*WORK TO COMPLETE*: Would you go through the records below and copy each line with the string "stream"?

Saved data entries
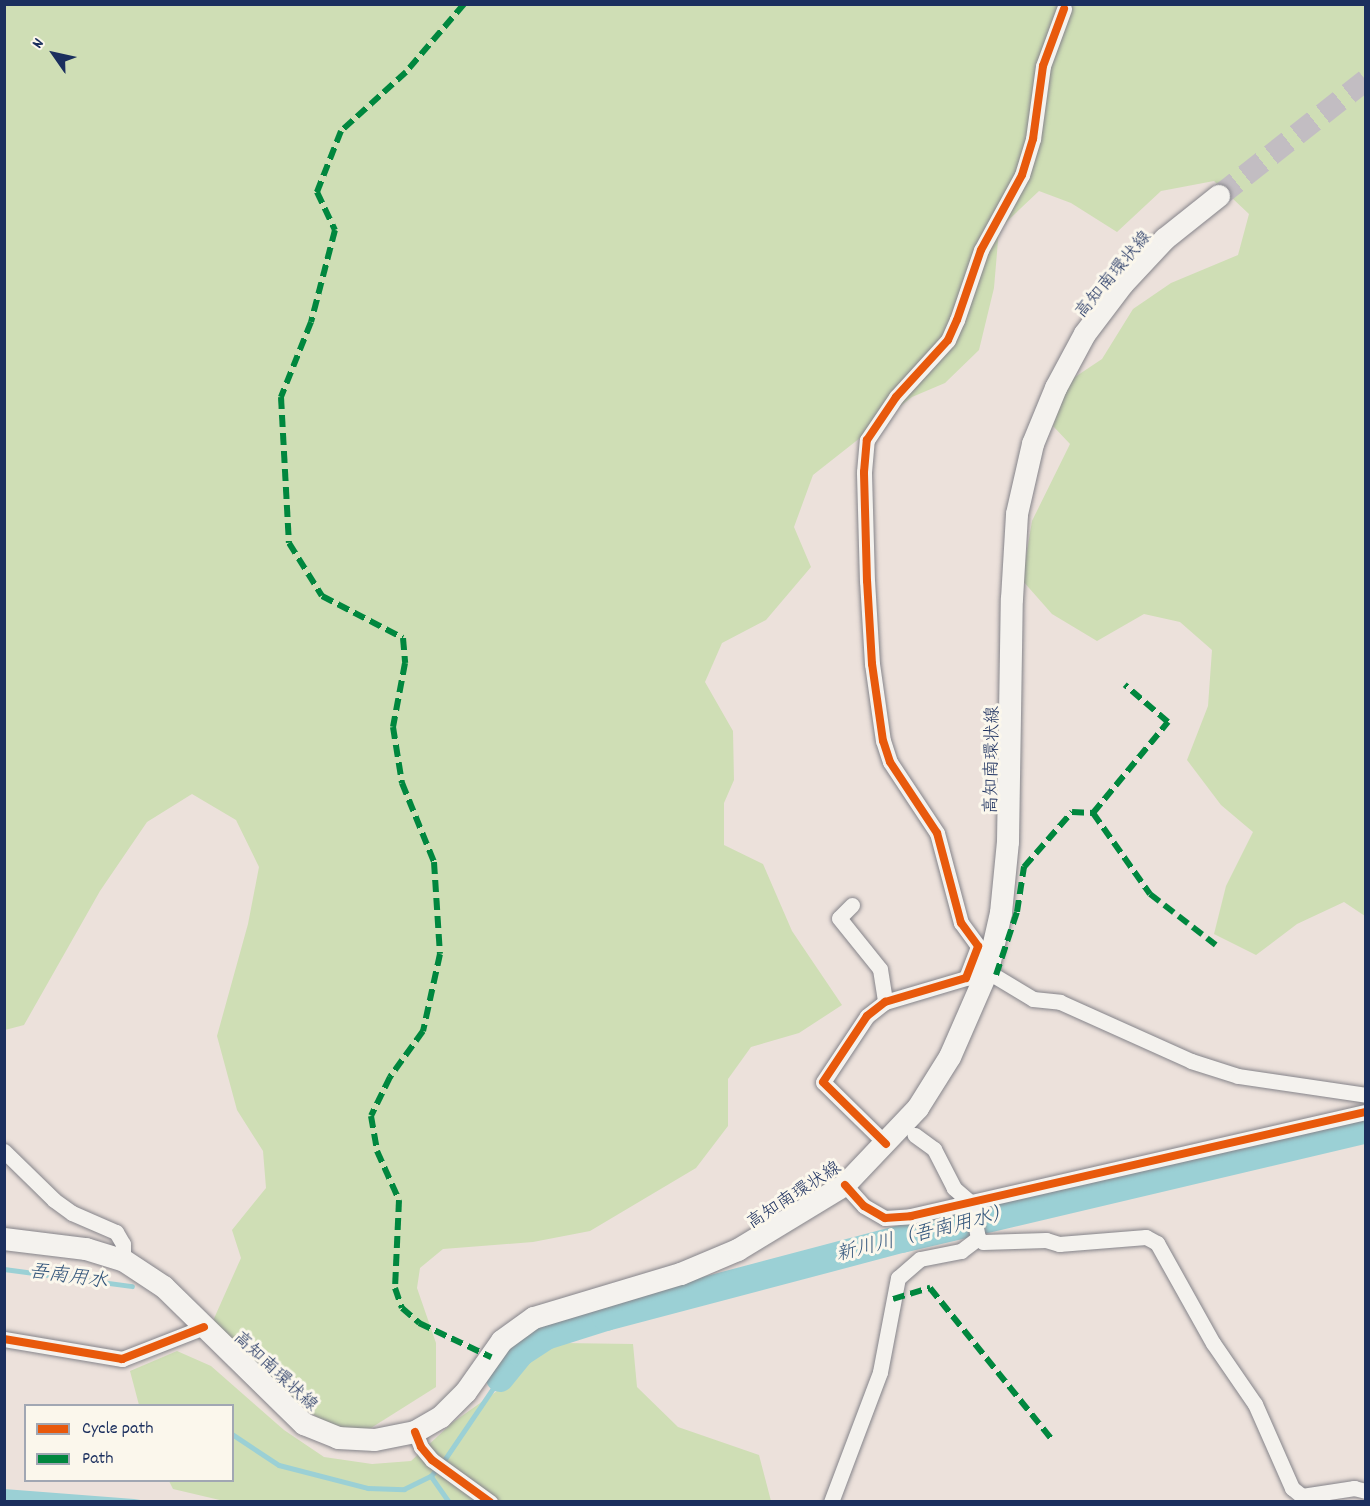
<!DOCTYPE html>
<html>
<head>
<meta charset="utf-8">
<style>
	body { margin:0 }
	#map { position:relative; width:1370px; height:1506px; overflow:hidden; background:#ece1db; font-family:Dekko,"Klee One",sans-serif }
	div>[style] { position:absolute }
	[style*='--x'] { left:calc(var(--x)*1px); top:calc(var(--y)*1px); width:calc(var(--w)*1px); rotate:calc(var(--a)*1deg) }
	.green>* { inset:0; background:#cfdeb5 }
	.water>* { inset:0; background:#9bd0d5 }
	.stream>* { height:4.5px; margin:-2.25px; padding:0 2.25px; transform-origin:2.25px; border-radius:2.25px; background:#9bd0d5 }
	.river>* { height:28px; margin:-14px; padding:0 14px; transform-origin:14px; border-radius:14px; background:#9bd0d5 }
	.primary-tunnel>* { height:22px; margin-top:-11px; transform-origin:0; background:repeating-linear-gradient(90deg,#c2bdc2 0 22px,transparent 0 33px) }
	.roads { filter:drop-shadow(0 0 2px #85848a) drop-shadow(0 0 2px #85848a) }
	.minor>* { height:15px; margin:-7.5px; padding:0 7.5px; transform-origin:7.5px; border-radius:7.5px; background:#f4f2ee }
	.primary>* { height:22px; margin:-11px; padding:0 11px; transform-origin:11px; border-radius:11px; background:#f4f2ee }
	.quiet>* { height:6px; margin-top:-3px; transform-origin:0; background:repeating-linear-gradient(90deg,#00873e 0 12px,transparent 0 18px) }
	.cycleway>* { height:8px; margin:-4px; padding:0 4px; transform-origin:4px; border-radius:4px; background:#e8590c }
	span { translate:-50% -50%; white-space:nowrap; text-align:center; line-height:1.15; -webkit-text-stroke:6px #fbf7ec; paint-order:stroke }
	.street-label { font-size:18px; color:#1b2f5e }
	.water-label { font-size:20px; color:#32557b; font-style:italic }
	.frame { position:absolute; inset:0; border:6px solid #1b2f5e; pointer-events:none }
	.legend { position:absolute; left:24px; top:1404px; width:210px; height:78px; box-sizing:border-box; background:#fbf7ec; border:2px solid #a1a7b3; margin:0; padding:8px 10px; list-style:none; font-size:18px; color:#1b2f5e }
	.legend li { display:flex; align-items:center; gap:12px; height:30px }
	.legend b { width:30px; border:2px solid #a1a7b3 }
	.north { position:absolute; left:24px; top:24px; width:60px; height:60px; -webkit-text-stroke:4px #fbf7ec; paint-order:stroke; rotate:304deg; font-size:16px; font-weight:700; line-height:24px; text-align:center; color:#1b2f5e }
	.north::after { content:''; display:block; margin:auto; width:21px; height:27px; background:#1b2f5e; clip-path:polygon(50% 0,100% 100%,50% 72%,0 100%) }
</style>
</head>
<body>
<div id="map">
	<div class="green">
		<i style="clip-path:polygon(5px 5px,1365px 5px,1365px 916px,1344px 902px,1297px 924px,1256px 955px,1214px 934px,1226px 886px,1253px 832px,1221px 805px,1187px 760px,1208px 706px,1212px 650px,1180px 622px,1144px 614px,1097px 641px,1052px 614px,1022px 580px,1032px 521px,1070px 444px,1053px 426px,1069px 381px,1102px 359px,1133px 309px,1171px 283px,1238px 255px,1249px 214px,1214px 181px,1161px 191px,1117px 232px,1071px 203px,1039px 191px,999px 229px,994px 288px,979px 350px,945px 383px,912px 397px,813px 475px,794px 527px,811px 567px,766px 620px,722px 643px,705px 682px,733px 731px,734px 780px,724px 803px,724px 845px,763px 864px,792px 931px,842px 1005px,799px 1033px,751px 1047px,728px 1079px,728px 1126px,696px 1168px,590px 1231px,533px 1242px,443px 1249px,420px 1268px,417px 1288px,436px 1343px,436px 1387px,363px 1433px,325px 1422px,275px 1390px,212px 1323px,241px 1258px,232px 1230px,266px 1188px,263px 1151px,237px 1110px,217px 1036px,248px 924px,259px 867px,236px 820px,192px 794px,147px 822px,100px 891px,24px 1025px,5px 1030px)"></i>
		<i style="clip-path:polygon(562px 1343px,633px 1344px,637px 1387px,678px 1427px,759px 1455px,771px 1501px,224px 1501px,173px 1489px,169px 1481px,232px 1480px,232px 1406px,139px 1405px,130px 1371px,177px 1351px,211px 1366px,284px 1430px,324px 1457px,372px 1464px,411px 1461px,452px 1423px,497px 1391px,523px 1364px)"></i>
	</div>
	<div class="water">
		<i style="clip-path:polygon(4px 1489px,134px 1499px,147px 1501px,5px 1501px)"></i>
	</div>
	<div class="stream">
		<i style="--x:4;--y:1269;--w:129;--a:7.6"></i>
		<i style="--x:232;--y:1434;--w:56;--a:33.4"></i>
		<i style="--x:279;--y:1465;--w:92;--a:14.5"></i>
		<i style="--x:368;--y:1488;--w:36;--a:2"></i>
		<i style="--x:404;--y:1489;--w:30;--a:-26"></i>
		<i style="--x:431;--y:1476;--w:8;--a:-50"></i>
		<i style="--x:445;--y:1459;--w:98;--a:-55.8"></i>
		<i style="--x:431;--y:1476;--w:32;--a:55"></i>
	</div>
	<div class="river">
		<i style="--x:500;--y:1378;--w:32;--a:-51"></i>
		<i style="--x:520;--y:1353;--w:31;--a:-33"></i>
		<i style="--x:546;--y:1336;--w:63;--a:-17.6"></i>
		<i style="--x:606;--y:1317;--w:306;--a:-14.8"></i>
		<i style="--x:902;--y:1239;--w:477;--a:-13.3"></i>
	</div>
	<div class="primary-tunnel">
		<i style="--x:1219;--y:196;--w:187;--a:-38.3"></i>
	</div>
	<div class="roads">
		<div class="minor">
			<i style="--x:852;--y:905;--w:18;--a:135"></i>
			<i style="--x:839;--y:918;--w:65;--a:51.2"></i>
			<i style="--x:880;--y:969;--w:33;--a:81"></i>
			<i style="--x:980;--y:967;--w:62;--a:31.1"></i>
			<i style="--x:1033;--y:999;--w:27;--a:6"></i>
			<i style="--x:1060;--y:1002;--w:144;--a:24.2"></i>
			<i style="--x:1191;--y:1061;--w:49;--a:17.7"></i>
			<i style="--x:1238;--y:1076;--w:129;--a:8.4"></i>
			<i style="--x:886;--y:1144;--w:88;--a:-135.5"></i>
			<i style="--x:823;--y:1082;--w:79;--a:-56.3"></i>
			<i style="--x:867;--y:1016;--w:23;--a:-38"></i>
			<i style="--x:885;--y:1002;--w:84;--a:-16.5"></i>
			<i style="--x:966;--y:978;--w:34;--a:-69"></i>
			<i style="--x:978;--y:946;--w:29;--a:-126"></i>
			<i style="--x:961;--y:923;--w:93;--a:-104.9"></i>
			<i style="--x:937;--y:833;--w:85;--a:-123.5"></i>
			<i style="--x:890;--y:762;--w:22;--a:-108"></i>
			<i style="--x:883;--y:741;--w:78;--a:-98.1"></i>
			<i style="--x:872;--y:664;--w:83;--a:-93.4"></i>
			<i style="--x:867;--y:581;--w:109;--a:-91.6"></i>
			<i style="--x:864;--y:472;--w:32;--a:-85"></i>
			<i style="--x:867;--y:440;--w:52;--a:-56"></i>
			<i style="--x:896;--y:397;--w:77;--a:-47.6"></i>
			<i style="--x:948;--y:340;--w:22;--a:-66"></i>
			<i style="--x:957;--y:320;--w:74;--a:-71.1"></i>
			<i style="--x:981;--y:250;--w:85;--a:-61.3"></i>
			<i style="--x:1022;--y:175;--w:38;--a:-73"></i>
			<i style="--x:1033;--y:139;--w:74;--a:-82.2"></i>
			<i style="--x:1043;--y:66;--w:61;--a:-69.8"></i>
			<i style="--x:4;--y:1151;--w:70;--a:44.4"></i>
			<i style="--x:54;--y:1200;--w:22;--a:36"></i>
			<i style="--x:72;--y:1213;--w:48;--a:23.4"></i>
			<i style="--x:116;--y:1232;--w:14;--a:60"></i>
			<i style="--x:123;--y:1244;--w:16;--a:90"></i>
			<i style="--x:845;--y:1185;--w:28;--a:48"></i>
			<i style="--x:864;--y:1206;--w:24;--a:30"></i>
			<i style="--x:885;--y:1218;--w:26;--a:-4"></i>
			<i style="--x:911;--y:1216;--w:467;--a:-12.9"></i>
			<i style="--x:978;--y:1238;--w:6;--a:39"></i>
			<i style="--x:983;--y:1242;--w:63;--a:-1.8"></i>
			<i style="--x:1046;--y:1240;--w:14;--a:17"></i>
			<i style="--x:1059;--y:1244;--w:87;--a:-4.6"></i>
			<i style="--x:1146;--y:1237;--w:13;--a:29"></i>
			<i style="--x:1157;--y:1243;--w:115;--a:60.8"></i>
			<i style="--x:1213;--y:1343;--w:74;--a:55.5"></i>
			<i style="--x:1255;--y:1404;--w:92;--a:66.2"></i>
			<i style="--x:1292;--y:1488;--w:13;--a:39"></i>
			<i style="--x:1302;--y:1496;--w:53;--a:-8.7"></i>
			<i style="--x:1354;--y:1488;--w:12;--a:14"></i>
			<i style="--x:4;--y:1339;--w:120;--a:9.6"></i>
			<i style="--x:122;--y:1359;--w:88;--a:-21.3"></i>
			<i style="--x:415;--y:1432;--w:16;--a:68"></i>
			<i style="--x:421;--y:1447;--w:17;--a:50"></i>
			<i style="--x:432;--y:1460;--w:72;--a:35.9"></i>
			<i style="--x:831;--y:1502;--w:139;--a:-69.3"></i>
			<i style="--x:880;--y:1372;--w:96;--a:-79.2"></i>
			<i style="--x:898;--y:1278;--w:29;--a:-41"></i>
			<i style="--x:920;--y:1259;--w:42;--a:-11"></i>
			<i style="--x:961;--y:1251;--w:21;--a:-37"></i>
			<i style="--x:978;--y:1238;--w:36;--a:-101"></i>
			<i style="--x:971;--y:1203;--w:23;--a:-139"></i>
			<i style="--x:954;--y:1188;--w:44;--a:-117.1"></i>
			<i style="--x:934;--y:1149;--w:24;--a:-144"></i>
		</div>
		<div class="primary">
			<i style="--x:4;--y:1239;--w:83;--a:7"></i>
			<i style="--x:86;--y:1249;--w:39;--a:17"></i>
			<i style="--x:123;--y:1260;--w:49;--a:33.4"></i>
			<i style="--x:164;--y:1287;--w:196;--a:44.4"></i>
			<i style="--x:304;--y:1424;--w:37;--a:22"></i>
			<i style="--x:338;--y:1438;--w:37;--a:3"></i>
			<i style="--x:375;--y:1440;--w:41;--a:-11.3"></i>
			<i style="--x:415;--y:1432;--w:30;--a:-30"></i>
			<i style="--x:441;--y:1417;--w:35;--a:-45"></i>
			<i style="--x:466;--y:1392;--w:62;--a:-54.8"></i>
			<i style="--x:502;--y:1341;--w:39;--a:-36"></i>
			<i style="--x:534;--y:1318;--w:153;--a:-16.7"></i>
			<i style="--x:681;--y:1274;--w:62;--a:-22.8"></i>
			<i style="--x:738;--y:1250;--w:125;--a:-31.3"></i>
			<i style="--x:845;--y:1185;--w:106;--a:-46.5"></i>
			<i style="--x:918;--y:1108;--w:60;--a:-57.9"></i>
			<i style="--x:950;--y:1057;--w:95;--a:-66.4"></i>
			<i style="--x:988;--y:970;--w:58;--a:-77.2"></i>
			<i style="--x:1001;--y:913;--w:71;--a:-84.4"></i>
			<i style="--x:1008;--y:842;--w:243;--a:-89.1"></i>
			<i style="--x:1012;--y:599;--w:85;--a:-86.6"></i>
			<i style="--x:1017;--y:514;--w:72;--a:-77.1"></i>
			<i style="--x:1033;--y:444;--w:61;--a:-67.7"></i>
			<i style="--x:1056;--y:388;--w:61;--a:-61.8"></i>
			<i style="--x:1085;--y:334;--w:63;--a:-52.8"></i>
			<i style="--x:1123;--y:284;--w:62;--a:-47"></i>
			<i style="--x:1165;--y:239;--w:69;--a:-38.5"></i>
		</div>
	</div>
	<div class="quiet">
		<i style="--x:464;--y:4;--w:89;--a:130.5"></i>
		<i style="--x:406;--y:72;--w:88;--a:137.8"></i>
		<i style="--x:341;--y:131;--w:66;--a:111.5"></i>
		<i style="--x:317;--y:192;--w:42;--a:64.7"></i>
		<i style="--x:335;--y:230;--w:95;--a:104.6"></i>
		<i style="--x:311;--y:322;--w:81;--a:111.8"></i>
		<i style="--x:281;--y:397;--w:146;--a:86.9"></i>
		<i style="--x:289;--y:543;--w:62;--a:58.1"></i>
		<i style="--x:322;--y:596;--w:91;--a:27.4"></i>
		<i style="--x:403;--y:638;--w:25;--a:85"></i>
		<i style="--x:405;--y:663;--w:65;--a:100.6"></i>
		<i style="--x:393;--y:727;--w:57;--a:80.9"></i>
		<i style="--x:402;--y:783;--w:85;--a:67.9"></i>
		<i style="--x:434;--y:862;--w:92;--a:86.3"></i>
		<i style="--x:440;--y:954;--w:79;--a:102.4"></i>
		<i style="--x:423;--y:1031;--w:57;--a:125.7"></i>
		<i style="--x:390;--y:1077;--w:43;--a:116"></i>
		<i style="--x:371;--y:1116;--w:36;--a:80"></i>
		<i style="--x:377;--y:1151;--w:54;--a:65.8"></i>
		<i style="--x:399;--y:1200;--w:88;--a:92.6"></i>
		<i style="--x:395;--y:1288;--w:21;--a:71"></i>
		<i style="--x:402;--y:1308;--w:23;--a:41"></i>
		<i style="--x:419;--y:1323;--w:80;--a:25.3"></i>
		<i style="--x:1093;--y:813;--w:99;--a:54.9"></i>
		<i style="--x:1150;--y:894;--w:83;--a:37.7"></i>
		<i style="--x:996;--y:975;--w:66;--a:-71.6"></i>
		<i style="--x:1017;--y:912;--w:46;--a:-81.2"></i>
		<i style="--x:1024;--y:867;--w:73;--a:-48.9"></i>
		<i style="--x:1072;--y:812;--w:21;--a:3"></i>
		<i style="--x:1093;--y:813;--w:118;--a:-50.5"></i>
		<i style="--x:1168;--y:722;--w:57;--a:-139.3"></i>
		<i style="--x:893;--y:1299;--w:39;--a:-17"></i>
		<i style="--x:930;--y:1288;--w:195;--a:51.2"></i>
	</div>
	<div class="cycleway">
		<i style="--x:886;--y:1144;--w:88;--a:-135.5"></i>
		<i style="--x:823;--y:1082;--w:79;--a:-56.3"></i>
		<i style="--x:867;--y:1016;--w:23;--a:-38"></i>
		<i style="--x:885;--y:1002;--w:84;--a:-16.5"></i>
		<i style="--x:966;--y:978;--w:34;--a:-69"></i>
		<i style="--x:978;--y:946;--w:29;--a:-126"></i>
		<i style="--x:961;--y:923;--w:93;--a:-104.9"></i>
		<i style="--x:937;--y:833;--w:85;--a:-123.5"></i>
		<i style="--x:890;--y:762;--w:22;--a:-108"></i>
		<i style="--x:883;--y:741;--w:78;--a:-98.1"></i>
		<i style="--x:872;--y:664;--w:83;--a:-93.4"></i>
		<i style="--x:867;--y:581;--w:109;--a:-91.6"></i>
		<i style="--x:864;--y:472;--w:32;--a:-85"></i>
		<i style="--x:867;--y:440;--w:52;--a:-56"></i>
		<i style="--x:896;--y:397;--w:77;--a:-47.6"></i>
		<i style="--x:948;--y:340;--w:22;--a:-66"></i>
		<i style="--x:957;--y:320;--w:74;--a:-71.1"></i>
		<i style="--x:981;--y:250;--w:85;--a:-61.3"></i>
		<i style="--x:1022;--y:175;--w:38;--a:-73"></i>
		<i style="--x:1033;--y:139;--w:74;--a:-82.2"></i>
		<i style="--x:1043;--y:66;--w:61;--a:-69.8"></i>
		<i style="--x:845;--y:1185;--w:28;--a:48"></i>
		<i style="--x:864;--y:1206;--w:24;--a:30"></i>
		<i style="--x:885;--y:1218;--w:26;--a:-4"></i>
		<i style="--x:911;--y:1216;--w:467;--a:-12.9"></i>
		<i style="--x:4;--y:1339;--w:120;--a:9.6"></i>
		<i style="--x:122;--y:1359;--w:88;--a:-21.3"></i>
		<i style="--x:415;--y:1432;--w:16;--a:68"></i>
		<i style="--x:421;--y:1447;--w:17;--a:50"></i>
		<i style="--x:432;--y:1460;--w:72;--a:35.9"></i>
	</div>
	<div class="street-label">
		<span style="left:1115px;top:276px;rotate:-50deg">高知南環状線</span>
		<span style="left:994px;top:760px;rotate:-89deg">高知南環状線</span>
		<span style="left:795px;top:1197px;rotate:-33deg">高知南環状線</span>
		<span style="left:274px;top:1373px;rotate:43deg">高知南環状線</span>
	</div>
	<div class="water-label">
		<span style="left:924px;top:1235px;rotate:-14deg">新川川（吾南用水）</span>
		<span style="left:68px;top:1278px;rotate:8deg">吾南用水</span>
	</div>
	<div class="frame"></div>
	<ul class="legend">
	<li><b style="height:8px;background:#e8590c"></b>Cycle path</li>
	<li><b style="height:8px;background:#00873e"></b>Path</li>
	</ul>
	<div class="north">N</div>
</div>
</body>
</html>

*ANSWER TO THE EXERCISE*:
	.stream>* { height:4.5px; margin:-2.25px; padding:0 2.25px; transform-origin:2.25px; border-radius:2.25px; background:#9bd0d5 }
	<div class="stream">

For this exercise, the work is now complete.